Work task »
Some lines of these records may hold the word "JSON"; state how many, using only the number.

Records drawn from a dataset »
-*-

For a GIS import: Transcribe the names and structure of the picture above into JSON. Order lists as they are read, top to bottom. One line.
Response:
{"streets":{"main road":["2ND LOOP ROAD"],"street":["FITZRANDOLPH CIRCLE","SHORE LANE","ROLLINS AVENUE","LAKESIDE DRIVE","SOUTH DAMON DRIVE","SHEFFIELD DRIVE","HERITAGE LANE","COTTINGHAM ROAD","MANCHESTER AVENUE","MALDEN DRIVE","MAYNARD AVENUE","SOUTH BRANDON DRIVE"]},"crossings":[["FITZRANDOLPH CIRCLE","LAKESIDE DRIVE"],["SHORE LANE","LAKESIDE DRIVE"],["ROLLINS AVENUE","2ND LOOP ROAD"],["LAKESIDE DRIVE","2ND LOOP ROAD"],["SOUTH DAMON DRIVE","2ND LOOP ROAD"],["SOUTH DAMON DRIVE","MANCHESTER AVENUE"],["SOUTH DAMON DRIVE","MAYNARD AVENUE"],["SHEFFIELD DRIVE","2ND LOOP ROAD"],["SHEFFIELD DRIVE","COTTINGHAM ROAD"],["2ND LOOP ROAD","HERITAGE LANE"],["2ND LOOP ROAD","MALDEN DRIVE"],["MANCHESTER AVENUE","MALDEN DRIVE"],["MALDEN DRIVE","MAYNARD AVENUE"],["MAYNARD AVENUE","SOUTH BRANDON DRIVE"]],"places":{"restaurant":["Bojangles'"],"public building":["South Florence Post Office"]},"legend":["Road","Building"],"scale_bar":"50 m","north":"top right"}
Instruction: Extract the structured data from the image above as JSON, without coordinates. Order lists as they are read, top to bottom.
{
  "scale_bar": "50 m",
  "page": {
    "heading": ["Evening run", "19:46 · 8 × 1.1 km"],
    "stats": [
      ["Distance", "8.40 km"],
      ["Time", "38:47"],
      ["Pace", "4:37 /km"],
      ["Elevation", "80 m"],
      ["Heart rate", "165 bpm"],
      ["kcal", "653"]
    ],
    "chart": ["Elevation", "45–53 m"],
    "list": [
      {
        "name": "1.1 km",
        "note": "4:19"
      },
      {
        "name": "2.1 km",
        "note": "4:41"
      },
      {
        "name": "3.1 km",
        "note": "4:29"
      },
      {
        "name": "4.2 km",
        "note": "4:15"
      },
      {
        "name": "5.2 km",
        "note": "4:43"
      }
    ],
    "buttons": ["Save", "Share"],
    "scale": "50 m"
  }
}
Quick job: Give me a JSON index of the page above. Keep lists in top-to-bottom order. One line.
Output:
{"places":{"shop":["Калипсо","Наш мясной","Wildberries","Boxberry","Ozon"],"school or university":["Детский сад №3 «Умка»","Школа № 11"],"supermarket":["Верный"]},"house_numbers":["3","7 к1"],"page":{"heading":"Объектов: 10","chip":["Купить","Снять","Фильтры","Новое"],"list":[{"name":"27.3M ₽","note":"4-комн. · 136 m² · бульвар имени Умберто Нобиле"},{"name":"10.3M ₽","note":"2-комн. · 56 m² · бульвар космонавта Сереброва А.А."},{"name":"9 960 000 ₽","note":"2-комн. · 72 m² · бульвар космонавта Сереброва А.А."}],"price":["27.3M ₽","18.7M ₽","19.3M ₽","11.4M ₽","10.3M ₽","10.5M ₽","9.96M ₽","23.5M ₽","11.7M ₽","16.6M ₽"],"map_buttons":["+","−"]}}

-*-

Answer to this task »
3